J’ai encore plus aimé que le cannabis, ça sent un bon encens. Je ne peux pas opiner sur la tenue car je l’ai seulement testée sur papier, mais elle va directement dans ma wishlist, même s’il faudra économiser pour l’acheter.
J’ai adoré. Plus que le cannabis, ça sent un encens délicieux. Concernant la tenue, je ne peux pas opiner, je l’ai seulement testée sur du papier, mais elle va directement dans ma wishlist. Il faudra quand même économiser pour ça.

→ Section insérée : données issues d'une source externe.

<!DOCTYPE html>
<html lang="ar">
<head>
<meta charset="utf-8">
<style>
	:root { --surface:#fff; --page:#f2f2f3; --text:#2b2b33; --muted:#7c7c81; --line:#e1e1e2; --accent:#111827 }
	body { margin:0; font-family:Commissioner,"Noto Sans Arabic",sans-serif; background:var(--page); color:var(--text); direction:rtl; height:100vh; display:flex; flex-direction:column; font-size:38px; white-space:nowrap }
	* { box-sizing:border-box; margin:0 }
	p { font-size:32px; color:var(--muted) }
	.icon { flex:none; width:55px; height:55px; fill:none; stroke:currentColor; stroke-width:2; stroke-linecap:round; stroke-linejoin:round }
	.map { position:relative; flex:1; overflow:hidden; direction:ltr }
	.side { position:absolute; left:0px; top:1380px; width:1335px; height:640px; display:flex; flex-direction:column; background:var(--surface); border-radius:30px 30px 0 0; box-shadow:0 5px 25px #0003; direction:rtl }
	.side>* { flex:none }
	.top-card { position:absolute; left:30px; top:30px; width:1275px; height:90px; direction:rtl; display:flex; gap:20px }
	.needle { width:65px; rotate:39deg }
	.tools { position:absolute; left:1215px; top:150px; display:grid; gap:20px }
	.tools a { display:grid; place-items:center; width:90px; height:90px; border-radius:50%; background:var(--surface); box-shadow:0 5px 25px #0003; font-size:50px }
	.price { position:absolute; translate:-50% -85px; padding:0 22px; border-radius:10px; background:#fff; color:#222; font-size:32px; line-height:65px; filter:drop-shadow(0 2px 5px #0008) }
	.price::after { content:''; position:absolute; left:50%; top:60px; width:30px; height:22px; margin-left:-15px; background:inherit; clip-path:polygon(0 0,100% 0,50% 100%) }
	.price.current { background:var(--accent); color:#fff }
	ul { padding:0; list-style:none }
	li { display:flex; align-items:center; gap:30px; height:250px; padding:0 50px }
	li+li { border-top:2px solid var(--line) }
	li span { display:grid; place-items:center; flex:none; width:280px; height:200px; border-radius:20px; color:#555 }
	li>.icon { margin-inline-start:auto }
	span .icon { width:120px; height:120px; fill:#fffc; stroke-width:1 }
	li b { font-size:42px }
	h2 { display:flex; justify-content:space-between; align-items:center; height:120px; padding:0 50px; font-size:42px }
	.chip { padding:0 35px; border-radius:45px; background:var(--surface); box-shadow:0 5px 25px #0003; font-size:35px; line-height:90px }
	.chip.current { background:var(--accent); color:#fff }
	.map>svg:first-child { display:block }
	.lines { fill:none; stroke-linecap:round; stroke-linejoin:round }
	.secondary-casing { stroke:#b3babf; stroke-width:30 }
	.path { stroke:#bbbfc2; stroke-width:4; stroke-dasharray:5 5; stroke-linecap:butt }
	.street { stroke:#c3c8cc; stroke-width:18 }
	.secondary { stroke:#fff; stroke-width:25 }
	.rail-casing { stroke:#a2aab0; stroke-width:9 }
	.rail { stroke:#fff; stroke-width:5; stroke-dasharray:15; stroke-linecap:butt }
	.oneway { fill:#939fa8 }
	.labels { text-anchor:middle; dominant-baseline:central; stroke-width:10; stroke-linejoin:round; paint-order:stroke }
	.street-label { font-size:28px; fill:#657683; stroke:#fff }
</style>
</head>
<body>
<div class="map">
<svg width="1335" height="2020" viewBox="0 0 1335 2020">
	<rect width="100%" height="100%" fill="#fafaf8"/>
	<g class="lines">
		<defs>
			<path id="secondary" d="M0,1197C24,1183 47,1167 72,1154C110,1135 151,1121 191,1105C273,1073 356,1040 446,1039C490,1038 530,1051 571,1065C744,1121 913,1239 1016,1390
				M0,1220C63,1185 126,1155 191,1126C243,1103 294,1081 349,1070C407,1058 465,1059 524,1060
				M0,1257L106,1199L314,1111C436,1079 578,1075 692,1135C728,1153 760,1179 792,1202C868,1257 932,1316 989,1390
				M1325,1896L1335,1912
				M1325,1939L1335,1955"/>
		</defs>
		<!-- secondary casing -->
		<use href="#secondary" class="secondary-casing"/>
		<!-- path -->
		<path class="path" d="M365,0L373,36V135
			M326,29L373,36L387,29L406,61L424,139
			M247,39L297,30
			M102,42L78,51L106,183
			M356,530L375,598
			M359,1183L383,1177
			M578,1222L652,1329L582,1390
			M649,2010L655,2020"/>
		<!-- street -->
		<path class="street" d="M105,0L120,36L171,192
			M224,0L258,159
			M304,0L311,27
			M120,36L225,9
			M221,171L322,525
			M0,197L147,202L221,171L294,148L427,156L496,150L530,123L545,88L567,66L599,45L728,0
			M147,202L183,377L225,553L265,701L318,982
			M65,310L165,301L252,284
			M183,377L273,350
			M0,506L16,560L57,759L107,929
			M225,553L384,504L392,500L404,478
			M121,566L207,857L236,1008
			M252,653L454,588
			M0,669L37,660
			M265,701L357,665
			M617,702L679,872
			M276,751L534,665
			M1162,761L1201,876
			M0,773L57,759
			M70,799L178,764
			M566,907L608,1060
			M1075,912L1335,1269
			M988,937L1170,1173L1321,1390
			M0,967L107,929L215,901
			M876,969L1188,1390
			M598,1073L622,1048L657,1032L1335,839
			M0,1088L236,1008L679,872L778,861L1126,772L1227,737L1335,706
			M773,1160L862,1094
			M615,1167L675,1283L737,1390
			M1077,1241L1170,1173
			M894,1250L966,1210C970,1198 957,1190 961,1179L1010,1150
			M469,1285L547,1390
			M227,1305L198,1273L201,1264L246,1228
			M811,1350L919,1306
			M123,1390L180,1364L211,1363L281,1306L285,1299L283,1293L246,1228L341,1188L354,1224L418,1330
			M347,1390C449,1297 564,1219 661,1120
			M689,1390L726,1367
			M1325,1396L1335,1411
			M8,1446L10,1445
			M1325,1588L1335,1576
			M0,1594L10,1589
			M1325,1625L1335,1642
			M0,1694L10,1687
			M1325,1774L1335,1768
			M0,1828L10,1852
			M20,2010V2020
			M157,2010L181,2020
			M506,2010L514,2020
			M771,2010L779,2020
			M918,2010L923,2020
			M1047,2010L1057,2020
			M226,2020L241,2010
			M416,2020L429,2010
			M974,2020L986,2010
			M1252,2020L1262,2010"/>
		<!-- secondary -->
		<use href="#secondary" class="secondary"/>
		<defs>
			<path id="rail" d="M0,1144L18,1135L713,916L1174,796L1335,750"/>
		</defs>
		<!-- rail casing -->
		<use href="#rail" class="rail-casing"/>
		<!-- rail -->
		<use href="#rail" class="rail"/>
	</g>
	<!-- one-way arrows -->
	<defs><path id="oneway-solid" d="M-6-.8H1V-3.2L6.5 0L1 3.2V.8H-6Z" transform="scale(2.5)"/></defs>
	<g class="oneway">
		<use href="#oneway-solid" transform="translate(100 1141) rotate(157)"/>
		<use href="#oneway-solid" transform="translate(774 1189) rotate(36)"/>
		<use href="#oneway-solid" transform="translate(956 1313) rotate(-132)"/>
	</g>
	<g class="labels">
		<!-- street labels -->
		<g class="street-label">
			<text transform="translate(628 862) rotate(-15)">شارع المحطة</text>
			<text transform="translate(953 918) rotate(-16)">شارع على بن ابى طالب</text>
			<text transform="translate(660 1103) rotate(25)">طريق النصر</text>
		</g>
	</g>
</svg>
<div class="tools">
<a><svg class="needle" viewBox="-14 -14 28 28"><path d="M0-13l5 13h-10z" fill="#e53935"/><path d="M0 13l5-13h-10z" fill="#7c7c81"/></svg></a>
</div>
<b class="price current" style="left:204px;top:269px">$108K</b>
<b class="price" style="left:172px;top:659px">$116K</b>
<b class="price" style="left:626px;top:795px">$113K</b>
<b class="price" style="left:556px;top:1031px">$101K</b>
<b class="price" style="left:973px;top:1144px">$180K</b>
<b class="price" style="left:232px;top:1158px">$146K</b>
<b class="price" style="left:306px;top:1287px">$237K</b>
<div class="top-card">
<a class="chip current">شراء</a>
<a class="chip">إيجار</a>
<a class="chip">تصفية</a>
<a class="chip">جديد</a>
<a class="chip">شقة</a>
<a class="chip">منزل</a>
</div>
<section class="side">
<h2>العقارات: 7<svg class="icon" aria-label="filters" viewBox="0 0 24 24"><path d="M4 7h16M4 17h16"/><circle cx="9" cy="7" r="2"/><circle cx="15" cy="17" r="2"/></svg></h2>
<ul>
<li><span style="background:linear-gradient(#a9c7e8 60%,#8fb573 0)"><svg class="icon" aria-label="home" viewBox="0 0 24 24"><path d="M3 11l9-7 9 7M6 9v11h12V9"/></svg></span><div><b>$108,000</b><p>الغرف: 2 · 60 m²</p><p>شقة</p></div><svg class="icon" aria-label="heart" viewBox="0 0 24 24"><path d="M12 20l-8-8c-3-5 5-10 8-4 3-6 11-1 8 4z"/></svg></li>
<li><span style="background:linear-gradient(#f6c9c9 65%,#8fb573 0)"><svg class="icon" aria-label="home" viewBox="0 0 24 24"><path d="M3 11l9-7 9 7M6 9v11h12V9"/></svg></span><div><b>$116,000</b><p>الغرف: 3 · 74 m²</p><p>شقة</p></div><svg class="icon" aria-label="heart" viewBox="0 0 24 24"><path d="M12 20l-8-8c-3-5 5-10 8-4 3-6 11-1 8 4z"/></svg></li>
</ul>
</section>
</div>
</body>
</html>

La touche de cannabis ne sent pas le joint collé au visage, mais une plante verte fraîche mélangée à du tabac et des fleurs, un combo génial. La fragrance s’assèche progressivement : d’abord les fleurs, puis le cannabis, avant de laisser place au patchouli sur un fond de tabac, encens et cuir vanillé, sans côté sucré. Très agréable, même si cette promesse initiale de deux heures est bien supérieure au sillage, qui a des rivaux comme Loewe 7. La projection est raisonnable, environ deux heures à un demi-mètre, et la tenue dure entre huit et dix heures. J’adore l’ouverture, l’une de mes préférées de la marque, et c’est plus facile à porter que By the Fireplace.

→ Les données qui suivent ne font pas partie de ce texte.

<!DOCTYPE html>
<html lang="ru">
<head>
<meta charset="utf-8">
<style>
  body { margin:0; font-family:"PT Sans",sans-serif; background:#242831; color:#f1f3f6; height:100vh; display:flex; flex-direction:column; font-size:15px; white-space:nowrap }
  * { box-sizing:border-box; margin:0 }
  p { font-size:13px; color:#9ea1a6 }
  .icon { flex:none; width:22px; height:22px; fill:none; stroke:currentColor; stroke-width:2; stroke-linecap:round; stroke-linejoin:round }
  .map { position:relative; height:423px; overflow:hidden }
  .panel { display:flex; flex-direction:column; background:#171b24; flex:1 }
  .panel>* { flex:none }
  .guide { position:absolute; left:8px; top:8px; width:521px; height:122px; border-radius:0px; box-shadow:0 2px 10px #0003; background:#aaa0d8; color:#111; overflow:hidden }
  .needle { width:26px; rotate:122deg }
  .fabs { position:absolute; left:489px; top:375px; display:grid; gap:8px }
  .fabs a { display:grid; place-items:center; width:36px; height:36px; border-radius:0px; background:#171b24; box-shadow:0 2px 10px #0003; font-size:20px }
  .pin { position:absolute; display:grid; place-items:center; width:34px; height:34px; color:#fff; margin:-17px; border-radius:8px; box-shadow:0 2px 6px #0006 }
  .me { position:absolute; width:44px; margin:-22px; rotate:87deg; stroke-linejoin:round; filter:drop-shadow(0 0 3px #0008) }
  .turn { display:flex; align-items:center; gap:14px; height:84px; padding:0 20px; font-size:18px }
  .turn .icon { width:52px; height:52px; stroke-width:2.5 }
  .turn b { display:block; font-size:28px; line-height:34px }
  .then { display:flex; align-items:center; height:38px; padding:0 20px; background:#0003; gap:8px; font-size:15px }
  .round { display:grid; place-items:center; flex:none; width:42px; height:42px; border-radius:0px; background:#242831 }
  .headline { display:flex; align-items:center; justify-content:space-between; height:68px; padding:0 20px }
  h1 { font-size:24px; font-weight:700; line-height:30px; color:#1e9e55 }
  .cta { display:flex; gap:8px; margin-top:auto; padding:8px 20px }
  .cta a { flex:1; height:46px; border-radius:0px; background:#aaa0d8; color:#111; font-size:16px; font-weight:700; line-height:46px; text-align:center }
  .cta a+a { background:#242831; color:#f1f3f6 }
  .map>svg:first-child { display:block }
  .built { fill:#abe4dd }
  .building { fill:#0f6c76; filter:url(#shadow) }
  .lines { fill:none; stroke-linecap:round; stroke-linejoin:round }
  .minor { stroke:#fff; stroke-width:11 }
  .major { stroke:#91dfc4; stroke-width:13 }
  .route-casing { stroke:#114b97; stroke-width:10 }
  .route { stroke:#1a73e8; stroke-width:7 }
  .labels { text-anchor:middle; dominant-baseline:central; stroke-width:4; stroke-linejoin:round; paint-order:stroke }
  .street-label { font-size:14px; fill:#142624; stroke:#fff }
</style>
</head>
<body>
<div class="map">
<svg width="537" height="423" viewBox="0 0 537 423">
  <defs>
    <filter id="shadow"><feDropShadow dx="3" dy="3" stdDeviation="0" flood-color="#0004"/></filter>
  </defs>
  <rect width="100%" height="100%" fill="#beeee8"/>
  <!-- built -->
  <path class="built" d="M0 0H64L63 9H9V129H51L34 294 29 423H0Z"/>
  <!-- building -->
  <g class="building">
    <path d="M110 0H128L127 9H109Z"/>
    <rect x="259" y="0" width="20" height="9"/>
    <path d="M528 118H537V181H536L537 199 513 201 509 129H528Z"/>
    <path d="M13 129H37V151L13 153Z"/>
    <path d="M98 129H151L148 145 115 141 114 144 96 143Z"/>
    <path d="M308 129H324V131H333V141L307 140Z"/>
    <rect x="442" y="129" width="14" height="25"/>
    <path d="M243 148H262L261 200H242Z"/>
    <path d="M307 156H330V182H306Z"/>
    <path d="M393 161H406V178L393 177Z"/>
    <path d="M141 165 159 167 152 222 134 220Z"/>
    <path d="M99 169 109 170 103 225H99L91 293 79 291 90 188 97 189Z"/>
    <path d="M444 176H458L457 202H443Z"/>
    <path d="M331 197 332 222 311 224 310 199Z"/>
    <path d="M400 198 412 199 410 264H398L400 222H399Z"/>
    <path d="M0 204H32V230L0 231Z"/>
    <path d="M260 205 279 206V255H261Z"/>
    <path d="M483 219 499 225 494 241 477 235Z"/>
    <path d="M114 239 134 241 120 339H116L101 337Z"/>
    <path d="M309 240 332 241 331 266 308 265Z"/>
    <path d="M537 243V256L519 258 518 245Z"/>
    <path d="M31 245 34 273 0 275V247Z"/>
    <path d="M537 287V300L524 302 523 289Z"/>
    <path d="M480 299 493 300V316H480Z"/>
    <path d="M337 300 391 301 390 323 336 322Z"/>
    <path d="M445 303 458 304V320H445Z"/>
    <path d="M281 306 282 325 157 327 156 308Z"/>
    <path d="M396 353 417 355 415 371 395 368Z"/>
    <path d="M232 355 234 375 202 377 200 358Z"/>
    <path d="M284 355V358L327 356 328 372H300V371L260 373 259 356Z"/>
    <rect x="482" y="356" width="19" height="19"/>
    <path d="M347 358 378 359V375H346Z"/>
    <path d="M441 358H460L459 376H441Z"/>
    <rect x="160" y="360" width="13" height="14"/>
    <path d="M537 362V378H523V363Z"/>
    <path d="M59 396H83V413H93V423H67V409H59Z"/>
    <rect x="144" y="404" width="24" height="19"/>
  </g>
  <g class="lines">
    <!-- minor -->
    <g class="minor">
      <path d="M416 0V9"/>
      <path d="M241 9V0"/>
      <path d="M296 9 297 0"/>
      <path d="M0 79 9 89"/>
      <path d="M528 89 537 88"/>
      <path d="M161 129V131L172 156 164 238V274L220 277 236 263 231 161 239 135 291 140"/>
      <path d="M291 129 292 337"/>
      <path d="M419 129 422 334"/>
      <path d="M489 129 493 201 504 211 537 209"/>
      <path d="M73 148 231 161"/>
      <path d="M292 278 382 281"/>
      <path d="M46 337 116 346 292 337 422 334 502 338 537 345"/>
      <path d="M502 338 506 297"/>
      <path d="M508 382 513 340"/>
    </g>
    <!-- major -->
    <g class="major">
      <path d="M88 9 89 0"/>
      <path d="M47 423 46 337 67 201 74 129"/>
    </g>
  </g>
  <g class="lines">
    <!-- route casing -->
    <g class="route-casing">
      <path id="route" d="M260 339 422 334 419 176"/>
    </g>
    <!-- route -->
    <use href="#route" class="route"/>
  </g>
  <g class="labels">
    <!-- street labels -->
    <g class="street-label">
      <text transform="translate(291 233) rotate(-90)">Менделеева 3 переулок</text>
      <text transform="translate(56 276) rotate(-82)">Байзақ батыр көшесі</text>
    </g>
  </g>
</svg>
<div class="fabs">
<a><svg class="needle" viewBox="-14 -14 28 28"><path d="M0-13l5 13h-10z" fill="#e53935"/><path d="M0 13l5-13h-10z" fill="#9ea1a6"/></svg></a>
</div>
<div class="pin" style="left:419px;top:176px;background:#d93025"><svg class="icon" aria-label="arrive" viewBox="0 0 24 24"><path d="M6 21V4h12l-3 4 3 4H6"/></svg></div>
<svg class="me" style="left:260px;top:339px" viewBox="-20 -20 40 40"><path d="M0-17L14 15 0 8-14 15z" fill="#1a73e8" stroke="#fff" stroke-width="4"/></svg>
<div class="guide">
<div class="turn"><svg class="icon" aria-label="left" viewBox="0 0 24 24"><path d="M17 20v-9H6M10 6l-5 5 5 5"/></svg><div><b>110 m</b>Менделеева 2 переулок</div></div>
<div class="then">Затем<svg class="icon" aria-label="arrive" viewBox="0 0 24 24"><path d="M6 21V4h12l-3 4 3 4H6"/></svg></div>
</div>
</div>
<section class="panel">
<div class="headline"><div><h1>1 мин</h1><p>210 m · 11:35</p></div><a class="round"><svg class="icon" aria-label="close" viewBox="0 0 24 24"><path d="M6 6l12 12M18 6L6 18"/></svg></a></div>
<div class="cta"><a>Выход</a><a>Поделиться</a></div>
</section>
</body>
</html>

Ça sent bien au début comme toute la collection, mais cette réplique vous joue un tour avec son parfum d’ouverture qui s’évapore ensuite, d’où le fait qu’elle soit une copie : ce sont des faux. La note de cannabis est forte en permanence, mais la tenue est pauvre, comme ses sœurs. Le bon côté, c’est l’encens et le tabac, mais le cannabis gâche tout ; après 15 minutes, toutes les notes disparaissent pour ne laisser qu’un cannabis alcoolisé de mauvaise qualité qui donne l’impression d’avoir fumé et bu. On m’a demandé si je fumais et j’ai eu la honte de la journée. Je ne le recommande pas : même si vous aimez l’ouverture, ça ne dure pas et vous finirez avec une note moche de basse qualité. Après dix minutes, vous sentirez comme si vous étiez ivre et drogué.
Ça sent bon au début comme toute la collection, mais cette réplique vous trompe : l’ouverture est trompeuse puis l’odeur disparaît. La note de cannabis est très forte et persiste, avec une tenue pauvre typique de ces copies. Le bon côté, c’est l’encens et le tabac, mais le cannabis gâche tout ; après 15 minutes, tout s’évapore et il ne reste qu’une odeur d’alcool bon marché qui donne l’impression d’avoir fumé et bu, ce qui fait que les gens me demandent si je consommais de la marijuana, ce qui est une honte monumentale. Pas recommandé : même si ça plaît au début, ça ne dure pas et vous finissez par sentir l’alcool et la drogue après seulement 10 minutes.